# Binary search algorithm

The binary search algorithm is a very known algorithm and taught in the basics of computer science algorithm class. It is simple algorithm however, it is very powerful one, can be used to solve many problems.  A classic example of the application of the binary search algorithm is searching for a word in dictionary.  What process do you follow? That’s exactly everything about BSA.

Let’s understand what is a binary search algorithm in programming terms. Given a sorted array of integers, find a key or a number or an element in that sorted array.

## Binary search algorithm : Thought process

Before coming up with any solution, the first question is what should be output if a key does not exist in array? What happens if there are duplicate integers in array, which index should be returned? Maybe it is good to as for data size, range, and nature of data before rushing into any solution. Once, you have this information, you are better equipped to solve the problem right.

Assuming that you have no knowledge of binary search algorithm, how would you that?

Brute force or simple method would be to go through all elements of an array and compare them with key, once key matches any element, we return the index saying the key was found at that index. Simple isn’t it? How many comparisons you have to make in the worst-case scenario? Yes, it will be equal to the number of elements in array to be searched. In big O notation, the worst complexity of the brute force method will be `O(N)`, which occurs when either searched key is not there in array at all or it is at the end of an array.

How can we improve worst-case complexity of simple search? What information given in the problem statement we have not yet used? We did not consider the fact that the array is sorted.

The second question is how can we use that information? Since the array is sorted, we already know that for any element of the array at index i, all elements on left of i, from start to i-1 will be smaller and all elements on the right of i, from i+1 to end will be greater than it. But how does it help us?
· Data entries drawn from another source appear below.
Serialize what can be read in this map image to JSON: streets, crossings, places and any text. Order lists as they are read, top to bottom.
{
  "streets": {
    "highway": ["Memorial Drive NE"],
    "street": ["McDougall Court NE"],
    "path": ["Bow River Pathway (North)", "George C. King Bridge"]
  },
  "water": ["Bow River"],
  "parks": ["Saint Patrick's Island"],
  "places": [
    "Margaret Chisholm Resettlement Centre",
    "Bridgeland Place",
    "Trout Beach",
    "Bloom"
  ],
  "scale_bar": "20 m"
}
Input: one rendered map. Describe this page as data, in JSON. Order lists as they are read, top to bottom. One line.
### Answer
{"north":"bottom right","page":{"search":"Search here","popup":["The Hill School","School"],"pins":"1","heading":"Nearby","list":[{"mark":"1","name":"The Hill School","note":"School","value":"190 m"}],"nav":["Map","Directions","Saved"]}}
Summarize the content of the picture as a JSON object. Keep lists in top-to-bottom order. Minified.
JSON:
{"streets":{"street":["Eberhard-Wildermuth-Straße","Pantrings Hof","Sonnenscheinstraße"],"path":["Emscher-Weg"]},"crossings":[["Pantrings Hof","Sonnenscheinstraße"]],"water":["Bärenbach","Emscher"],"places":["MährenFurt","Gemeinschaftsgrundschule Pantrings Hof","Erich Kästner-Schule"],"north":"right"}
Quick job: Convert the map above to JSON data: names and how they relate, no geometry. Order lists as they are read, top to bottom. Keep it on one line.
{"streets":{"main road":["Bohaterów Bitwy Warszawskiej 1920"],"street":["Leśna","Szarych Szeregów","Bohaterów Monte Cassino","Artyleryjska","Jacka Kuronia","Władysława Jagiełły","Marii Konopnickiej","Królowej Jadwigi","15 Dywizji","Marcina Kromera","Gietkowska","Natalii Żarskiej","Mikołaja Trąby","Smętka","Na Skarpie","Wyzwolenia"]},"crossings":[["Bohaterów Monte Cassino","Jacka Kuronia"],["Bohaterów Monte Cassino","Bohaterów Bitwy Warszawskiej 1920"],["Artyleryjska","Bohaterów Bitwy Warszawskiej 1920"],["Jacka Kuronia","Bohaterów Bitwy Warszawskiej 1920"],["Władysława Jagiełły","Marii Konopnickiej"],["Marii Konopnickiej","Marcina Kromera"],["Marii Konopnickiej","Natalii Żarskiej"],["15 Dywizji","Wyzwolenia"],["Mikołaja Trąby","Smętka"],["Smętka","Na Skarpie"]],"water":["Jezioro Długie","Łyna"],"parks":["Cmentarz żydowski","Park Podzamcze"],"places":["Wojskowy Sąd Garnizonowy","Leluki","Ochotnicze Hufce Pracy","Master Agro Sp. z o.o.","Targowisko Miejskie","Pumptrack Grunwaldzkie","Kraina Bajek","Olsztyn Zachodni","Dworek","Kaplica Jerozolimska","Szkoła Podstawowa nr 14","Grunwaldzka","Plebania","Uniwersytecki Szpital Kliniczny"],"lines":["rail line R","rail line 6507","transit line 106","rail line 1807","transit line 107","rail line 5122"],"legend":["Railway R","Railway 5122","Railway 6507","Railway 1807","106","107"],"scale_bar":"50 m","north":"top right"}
In a brute force solution, we started with the first element and went all the way to the last element comparing each one with key to be found. Can we start randomly from anywhere and see where would key to be found may be located in an array based on condition described. The optimum solution would be to start from mid.

Start at mid and see if `A[mid]` is what you are looking for? If yes, great! return mid. But if it not what you are looking for then key can be anywhere in array. How can you decide if you have to search in the left part of the mid or right part of the array? That’s where sorted property of array comes to help! If `A[mid] < key`, that means,  key must not be before mid. So, we discard `array[start..mid]` and only look for key in remaining part of array that is `A[mid+1..end]`.
Similarly, if `A[mid] > key `, key cannot be after mid, hence we can discard right subarray `A[mid..end]` and look for key in `A[start..mid-1]`.

So when do we call that key is not present? When the size of array goes less than one, where start > end, and we have not found the key, we can say that key is not present at all in the array.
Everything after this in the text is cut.